A equipe de técnicos do Ministério Público concluiu que uma causa plausível para a morte dos peixes, no Arroio Portão, afluente do Rio dos Sinos, foi a redução dos níveis de oxigênio dissolvido, já que se verifica na prática que concentrações de OD inferiores a 2,0 mg/l podem induzir à morte de peixes.

Foram identificadas 16 espécies de peixes mortos na região e os custos ambientais decorrentes desse incidente correspondem a um valor aproximado de R$ 2,5 milhões, calculados pelo MP na época.

A recuperação ambiental do local estava associada a ações corretivas e preventivas. As ações corretivas foram condicionadas ao restabelecimento das condições naturais de áreas úmidas como banhados, lagoas marginais e margens de arroios, riachos e rios. As ações preventivas destinavam-se ao monitoramento de qualidade das águas para garantia de condições favoráveis às taxas de recuperação ambiental.

4. O PÓS DESASTRE

Logo após o incidente, em abril de 2007, foi criado o PROSINOS, Consórcio Público de Saneamento Básico da Bacia Hidrográfica do Rio dos Sinos, que é uma autarquia interfederativa que visa estudos, elaboração de projetos, planejamento, implantação e operação, fiscalização e regulação dos sistemas de saneamento básico. Essa entidade leva em conta o interesse comum dos municípios participantes na universalização do direito ao meio ambiente equilibrado, por meio da implantação de políticas corretas na gestão de saneamento básico, em particular aquelas voltadas à revitalização do rio dos Sinos. Tem por objetivo a conscientização quanto à situação ambiental da região e do seu principal curso d'água.
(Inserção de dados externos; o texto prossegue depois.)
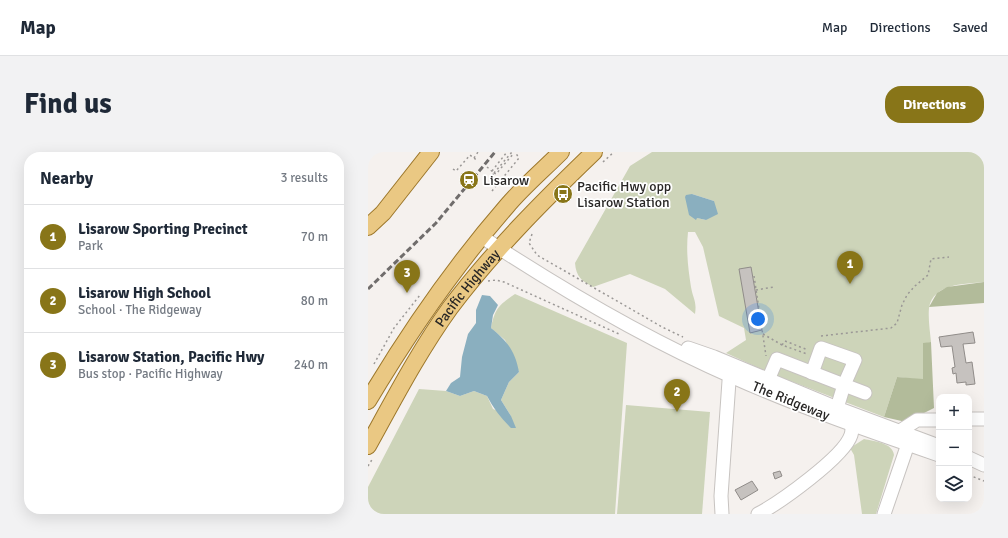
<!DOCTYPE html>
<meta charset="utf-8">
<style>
body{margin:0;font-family:Signika,sans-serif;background:#f2f2f3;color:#1f2937}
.controls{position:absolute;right:12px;bottom:12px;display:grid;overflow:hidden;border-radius:8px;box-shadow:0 4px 16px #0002}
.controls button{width:36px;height:36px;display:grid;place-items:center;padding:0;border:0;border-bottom:1px solid #e0e1e3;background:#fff;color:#1f2937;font:20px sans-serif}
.you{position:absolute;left:390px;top:167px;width:14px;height:14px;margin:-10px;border:3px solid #fff;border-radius:50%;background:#1a73e8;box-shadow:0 0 0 6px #1a73e833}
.badge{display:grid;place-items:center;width:26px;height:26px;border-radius:50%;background:#887518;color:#fff;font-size:13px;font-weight:700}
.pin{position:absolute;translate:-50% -33px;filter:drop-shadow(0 1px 2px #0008)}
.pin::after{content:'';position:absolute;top:21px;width:14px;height:12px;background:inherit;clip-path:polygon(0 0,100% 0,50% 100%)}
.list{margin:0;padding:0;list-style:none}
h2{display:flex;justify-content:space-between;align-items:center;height:52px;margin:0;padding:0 16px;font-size:17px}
h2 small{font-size:13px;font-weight:400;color:#747a83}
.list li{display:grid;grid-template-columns:26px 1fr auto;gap:12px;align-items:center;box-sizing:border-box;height:64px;padding:0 16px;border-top:1px solid #e0e1e3}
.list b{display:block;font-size:15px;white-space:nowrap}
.list p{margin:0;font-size:13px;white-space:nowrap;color:#747a83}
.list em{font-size:13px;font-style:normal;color:#747a83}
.icon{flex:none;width:22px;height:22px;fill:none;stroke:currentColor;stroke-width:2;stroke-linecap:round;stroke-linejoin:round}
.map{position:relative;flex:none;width:616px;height:362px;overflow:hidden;border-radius:16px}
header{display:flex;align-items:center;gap:24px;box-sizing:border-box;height:56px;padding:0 20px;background:#fff;border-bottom:1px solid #e0e1e3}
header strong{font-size:19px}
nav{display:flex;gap:22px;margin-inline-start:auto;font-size:14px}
.intro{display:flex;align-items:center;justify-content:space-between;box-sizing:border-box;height:96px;padding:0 24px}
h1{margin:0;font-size:28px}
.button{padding:10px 18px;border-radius:16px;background:#887518;color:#fff;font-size:14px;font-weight:700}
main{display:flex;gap:24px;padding:0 24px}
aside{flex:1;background:#fff;border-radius:16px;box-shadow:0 4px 16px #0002}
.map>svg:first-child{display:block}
.green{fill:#cdd4b9;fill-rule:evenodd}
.forest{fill:#b2bb9a}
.water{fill:#8aafbf}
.building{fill:#c6c2bf;stroke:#908c89}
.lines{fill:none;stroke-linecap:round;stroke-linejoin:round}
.minor-casing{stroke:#c7c3c0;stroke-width:15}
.major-casing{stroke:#9d782c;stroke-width:18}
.path{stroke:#9b9896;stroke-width:1.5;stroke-dasharray:2 3;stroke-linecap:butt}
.minor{stroke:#fff;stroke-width:13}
.major{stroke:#eac883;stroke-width:16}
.rail{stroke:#706d6c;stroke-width:3;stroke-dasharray:6 3;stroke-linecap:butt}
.labels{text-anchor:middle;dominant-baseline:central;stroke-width:3.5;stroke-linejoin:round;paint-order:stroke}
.poi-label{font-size:14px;fill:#282625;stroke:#fff;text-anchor:start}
.street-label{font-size:14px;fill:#282625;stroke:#fff}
</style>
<header>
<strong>Map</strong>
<nav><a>Map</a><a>Directions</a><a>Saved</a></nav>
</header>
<div class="intro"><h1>Find us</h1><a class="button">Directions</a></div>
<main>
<aside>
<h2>Nearby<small>3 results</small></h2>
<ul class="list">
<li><span class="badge">1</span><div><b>Lisarow Sporting Precinct</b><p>Park</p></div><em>70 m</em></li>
<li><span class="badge">2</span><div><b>Lisarow High School</b><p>School · The Ridgeway</p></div><em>80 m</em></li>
<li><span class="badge">3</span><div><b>Lisarow Station, Pacific Hwy</b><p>Bus stop · Pacific Highway</p></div><em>240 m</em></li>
</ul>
</aside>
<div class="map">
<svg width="616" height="362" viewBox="0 0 616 362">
<rect width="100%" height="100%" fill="#f5f1ee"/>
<g class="green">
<path d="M284 0H607L616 3V130C597 132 565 131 561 156 560 167 562 179 563 190L555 192V228L529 225 516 265 399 220 358 201 378 188 376 176 351 164 335 95 327 80H320C318 99 320 116 323 135 325 147 329 149 327 162L297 137 262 122 225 135C214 129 208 125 207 111L262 14ZM324 42 346 49 338 68 329 66Z"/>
<path d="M147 142 259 191 247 362H0V335L51 237 78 239 92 244 106 239 119 244 125 257 143 264 133 248 141 230 151 220 137 188 123 176C127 156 131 153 147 142Z"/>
<path d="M258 253 342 260 334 362H249Z"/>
<path d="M496 287C506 289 525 291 526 303L508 362H494L486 303 482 296Z"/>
</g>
<g class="forest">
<path d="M616 130V151L561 155 569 141 579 135Z"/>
<path d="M563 190 566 256 538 270 516 265 529 225 555 227V191Z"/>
</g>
<g class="water">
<path d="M324 42 346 49 350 62 338 68 329 66 328 68 321 63 317 45 318 43Z"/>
<path d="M114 143 122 144 130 153 125 163 123 176C140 190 147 199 151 220L141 230 133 248 143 264 148 276H143C133 266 125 256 119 244L106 239 92 244 78 239 83 231 92 225 94 205 100 182 108 171V158Z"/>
</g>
<g class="building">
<path d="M383 115 394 178 382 181 371 117Z"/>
<path d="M605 180 607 191 595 192 598 211 604 210 607 232 598 233V230L589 231 588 221 585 222 584 216 587 215 584 194 573 195 571 185Z"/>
<path d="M412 319 414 324 407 327 405 321Z"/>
<path d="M384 329 390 338 373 348 367 338Z"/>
</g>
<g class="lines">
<g class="minor-casing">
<g id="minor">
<path d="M114 85C193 137 277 187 365 225 432 255 501 279 571 303"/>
<path d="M320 196 346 205 469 256 571 294"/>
<path d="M444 221 453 196 487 208 476 233 497 241"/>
<path d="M601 267H616"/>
<path d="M535 284 532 279 549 268H571"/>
<path d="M601 306 616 313"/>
<path d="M354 362 353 344 361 229 363 225 371 221"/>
<path d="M390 362C411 351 476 305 483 283 485 277 484 272 481 266L469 262V256L476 233 409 207 400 228"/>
<path d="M516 362 540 292"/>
</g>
</g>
<g class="major-casing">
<g id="major">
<path d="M0 75 15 61 63 0"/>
<path d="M0 249C41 180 86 115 139 54 155 35 175 18 193 0"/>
<path id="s1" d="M0 294C26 247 51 199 82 156 125 99 175 49 226 0"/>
</g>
</g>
<g class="path">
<path d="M106 6 110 0"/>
<path d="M235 10 246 0"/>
<path d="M119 15 126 21 124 24 131 31"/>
<path d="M85 17 88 19 102 3 110 9"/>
<path d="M124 19 139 0"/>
<path d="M126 21 128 22 146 1"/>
<path d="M126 21 144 0"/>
<path d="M124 39 151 6 147 0"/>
<path d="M164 82 161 91 169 103 294 175 315 185"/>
<path d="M386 124 398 204"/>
<path d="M120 129 128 128 136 130 251 182"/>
<path d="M388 138 406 135"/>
<path d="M395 182 414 193 439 202"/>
<path d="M453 184 523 176 529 171 534 153 539 143 547 134 560 123 563 107 581 105"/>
<path d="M414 193 417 189 440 198"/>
<path d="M6 212 26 176 52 143"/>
<path d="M0 314 5 306"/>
<path d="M601 323 616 329"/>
</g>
<use href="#minor" class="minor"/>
<use href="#major" class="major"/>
<path class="rail" d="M0 137 68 71 127 0"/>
</g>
<defs>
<g id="station-disc" transform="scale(1)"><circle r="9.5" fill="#887518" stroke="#fff"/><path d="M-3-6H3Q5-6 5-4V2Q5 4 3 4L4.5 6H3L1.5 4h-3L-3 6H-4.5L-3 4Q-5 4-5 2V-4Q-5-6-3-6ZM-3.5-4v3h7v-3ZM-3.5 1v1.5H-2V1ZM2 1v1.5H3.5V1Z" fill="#fff"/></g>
<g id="bus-disc" transform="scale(1)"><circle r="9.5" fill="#887518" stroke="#fff"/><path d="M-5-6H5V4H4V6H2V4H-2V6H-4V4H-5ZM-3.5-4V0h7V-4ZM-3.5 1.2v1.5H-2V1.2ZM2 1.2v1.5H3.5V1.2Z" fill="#fff"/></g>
</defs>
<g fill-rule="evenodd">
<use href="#station-disc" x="101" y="28"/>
<use href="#bus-disc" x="195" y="42"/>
</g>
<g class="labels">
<g class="poi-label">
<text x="115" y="28">Lisarow</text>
<text x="209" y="34">Pacific Hwy opp<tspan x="209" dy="16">Lisarow Station</tspan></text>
</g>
<g class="street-label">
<text stroke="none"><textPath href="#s1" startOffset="187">Pacific Highway</textPath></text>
<text transform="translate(423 249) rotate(22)">The Ridgeway</text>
</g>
</g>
</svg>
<div class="controls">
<button>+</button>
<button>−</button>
<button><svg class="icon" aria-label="layers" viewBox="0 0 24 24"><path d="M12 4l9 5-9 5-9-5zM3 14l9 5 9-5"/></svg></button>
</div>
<div class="you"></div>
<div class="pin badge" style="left:482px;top:132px">1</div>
<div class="pin badge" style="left:309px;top:260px">2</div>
<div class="pin badge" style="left:39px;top:141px">3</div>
</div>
</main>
Durante o episódio da mortandade de peixes no rio dos Sinos foi criada uma Força-Tarefa integrada por diversas organizações, entre elas, Secretaria do Meio Ambiente, FEPAM, Defesa Civil, Comando Ambiental da BM, Ministério Público Estadual, Comitês de Gerenciamento de Bacias, Associações de Municípios, essas entidades redigiram um documento onde apontam sugestões que permitem enfrentar a crise ambiental em que se encontra a bacia hidrográfica do rio dos Sinos a curto, médio e longo prazos, uma espécie de protocolo de intenções. Alguns desses objetivos foram implementados e até hoje dão suporte a questão ambiental com relação ao Sinos.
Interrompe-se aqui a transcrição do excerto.